Fri | Nov 27, 2020

Earth Today | Environmental Foundation of Jamaica hunts big bucks

Published:Wednesday | July 12, 2017 | 12:00 AMBY PETRE WILLIAMS-RAYNOR
Lorna Williams-Christie of the Cockpit Country Local Forest Management Committee (LFMC) sign the grant agreement to undertake work in the ecologically sensitive area. Looking on are EFJ board chairman Professor Dale Webber (left) and Herbert Foster, also of the Cockpit Country LFMC. The Cockpit Country LFMC was one of the 13 beneficiaries awarded a grant by the EFJ, under the Forest Conservation Fund last Monday.

THE ENVIRONMENTAL Foundation of Jamaica (EFJ) is on a mission to raise funds to sustain its operations well into the future, mere months after signalling a return to form with the appointment of a new leadership and grant awards valued in the millions of dollars.

"We need to find funds so that we can continue to grant funds. We are doing this locally, but there is only so much money that can be had in Jamaica. So we are going internationally," said board chairman for the EFJ, Professor Dale Webber.

One option, he said, is a debt swap, which is how the EFJ started as an independent special purpose foundation and medium through which sustainable development programmes would be developed and the funds managed more than two decades ago.

This under the United States (US) government's Enterprise of the Americas Initiative through which the proceeds of debt forgiveness and debt reduction were channelled into the promotion and implementation of sustainable environmental and child-survival and development programmes.

"We are looking for another debt for nature swap, whether with the US or any other entity who wants to engage in a debt-for-nature swap. That has worked very well on two occasions. That is what gave us the EFJ and the JPAT (Jamaica Protected Areas Trust), through the FCF (Forest Conservation Fund)," Webber told The Gleaner last week.

"If another entity wants to do another debt for nature swap, we will work with them. We are talking to the Government to find out where the debt exists so that we can try and work out that debt swap," he added.




Another option is partnerships with overseas organisations that do similar work.

"A number of international entities are doing what we are doing locally. So like the (Andrew W.) Mellon Foundation, the MacArthur Foundation, the Oak Foundation, they are doing just what we do but on a much larger scale. If they want to have a footprint in Jamaica, why not do it through the EFJ? The SCCAF (Special Climate Change Adaptation Fund) came our way; we will take other opportunities which will come in that way where we are the best grant manager," noted Webber, who is to engage some prospective collaborators in the coming weeks in New York.

It is under the SCCAF that the EFJ has, in recent months, awarded more than $80 million in grants to civil society groups and select public-sector entities to undertake projects to build Jamaica's climate-change resilience.

Only last week, the entity awarded another $80 million in grants, this time through the FCF and for projects intended to help regenerate and/or preserve the island's forest cover, while promoting sustainable livelihoods such as beekeeping.
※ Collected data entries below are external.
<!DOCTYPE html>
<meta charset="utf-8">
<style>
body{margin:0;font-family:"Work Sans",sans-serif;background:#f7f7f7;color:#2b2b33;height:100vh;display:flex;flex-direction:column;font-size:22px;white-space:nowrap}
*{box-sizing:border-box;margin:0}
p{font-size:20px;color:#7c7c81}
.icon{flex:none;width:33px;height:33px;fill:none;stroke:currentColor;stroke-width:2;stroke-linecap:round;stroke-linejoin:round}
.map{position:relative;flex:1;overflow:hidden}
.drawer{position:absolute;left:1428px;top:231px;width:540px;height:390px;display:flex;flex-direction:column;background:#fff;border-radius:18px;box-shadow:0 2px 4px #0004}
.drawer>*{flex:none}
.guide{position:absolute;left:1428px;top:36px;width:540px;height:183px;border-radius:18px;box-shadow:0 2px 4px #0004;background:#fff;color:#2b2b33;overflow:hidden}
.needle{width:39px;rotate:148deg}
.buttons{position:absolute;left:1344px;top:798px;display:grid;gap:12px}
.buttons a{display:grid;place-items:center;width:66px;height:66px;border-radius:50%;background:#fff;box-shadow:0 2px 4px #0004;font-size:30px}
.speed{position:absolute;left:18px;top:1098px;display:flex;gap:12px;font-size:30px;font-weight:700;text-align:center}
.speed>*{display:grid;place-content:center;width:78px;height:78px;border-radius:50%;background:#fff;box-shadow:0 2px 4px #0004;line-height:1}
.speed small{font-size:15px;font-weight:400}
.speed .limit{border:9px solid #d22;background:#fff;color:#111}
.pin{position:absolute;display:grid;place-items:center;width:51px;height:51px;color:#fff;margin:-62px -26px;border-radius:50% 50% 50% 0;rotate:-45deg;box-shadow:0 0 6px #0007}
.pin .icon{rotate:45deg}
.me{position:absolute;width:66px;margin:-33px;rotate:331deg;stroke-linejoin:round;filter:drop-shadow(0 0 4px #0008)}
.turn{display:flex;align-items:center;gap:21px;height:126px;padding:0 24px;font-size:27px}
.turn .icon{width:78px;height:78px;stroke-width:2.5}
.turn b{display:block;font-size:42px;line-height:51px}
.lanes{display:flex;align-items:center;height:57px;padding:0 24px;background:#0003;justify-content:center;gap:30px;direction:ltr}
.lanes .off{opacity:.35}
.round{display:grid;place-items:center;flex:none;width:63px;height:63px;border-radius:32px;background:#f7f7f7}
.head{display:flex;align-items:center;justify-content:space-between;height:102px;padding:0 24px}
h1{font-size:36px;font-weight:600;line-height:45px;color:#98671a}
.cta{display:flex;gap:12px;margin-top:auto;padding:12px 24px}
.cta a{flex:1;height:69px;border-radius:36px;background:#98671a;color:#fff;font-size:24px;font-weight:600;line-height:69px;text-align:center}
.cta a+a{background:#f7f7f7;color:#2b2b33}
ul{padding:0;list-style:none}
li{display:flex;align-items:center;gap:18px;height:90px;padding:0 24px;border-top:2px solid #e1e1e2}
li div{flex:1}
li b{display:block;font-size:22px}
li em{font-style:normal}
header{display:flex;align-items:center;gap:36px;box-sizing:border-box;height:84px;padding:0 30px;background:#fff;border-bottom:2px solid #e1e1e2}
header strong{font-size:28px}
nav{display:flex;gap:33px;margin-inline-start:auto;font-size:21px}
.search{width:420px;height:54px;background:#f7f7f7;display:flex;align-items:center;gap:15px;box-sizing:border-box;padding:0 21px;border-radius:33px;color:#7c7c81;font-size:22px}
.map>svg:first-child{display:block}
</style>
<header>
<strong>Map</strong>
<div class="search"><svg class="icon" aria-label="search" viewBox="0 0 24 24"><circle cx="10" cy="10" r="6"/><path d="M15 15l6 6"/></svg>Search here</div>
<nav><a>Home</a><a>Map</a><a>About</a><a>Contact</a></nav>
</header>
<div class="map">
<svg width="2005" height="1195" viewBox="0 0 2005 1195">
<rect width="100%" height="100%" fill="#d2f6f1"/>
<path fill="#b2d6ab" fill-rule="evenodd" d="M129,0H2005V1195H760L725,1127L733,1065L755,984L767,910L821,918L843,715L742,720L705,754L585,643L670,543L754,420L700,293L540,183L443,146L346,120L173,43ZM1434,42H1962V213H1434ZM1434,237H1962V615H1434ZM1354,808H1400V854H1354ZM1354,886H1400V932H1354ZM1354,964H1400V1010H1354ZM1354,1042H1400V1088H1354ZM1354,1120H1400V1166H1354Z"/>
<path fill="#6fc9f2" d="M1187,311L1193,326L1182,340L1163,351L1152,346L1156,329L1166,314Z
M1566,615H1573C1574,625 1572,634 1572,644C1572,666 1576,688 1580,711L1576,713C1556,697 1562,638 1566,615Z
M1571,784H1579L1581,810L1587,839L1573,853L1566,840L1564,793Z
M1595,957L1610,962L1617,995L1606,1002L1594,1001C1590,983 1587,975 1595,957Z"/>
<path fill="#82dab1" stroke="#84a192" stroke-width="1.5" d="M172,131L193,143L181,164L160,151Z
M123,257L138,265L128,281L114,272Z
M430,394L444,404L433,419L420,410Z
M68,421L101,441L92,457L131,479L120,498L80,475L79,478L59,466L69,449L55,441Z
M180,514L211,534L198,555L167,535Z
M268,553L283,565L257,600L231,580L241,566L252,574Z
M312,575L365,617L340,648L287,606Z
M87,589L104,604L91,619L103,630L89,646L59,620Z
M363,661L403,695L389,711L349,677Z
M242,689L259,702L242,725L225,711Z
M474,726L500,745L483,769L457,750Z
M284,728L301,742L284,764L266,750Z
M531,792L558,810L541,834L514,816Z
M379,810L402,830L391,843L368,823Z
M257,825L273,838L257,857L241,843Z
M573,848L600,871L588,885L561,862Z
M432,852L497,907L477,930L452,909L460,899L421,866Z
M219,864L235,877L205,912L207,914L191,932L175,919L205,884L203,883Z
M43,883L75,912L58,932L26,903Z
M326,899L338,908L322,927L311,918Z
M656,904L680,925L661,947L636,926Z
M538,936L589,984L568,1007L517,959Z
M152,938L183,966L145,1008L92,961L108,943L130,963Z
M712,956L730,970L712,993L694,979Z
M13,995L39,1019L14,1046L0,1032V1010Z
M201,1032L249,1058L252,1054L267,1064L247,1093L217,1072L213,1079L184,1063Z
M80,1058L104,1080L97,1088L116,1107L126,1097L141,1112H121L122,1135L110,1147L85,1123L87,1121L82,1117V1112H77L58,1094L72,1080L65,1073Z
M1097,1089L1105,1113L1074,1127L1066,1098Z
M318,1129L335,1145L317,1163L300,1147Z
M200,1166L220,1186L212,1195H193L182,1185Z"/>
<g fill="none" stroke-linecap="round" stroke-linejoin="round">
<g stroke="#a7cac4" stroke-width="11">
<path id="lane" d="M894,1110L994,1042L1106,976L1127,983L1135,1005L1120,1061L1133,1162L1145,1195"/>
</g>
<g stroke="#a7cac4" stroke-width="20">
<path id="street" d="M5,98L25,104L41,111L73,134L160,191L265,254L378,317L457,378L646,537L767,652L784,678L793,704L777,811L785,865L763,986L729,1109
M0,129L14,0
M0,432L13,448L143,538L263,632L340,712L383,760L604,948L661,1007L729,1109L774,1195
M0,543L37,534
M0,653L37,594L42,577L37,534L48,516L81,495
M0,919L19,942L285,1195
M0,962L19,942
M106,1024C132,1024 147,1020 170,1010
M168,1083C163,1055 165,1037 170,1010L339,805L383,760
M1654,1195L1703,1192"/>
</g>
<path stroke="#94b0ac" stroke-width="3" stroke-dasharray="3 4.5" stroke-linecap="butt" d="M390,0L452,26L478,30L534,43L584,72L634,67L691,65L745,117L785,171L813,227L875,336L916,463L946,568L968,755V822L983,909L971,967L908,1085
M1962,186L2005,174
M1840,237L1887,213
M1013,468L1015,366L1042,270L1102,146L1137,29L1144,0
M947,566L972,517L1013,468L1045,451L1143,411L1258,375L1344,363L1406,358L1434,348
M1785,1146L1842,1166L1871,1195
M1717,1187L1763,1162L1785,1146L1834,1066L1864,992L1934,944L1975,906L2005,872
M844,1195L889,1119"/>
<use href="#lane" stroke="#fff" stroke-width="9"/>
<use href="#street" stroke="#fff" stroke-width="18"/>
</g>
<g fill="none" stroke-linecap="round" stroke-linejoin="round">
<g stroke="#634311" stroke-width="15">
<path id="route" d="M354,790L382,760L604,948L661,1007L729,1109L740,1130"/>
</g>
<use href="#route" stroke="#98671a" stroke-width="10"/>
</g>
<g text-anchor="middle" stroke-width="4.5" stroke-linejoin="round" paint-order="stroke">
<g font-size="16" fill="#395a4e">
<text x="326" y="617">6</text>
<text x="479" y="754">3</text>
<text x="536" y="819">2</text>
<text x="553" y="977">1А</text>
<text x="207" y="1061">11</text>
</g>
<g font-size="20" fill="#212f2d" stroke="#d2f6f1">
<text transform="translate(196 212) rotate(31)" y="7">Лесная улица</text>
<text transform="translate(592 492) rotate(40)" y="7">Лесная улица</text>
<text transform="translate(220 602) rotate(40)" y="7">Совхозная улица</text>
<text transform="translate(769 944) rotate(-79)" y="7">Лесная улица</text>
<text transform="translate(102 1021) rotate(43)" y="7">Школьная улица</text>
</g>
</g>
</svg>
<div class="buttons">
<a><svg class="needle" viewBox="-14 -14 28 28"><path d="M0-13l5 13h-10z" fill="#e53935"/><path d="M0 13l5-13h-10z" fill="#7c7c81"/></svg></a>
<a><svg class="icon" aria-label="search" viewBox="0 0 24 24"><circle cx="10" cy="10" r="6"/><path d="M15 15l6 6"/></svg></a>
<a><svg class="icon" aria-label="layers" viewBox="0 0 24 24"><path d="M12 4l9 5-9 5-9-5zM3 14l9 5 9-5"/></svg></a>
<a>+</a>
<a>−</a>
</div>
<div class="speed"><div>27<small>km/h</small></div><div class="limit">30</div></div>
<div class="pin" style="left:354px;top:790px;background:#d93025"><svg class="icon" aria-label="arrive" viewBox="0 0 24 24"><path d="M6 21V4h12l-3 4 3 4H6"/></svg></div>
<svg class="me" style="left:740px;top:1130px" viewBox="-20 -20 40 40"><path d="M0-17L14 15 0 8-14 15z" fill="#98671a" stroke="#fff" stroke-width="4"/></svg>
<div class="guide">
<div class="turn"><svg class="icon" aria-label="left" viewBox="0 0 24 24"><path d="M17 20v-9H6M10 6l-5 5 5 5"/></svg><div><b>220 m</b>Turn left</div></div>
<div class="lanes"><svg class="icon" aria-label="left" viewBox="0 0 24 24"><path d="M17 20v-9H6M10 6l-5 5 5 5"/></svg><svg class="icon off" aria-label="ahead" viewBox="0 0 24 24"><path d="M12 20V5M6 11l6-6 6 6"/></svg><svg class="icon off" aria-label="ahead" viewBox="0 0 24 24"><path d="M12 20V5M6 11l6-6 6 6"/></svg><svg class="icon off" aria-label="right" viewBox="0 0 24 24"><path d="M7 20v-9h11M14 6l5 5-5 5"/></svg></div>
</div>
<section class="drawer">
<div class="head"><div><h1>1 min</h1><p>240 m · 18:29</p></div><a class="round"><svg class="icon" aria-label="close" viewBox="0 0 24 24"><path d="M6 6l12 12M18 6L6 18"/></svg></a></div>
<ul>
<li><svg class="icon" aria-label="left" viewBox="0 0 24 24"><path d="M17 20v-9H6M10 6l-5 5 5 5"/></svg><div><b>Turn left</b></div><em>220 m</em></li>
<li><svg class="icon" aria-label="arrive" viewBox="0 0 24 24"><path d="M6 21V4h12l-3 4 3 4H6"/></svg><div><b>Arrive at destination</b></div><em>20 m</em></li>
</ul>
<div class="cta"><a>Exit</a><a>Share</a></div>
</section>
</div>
The grant awards came on the heels of the entity's revealed changes in management, as the merger of its operations and those of JPAT/FCF took shape.

Accountant Barrington Lewis is the new chief executive officer, while environmental professional Allison Rangolan McFarlane is the new chief technical director.

Now, Webber says they are moving to build on their reputation as grant managers.

"We are doing this for over 20 years. We have had over 1,200 projects. We have given out over 300 billion Jamaica dollars.

"That is a lot of money to have managed, and our financial records are done every year. We are audited every year. We report to Parliament as well as to the US Senate because we were funded by both. So, clearly, we have been doing something well in terms of our financial management," he said.

"Our grant management is as important ... We are really into alternative energy. We are really into coastal restoration ... There are a number of thematic areas that we want to do for our next couple of calls (for proposals) so we are going to the international agencies saying, 'if you would like to do that, why not do it in Jamaica?'" Webber said.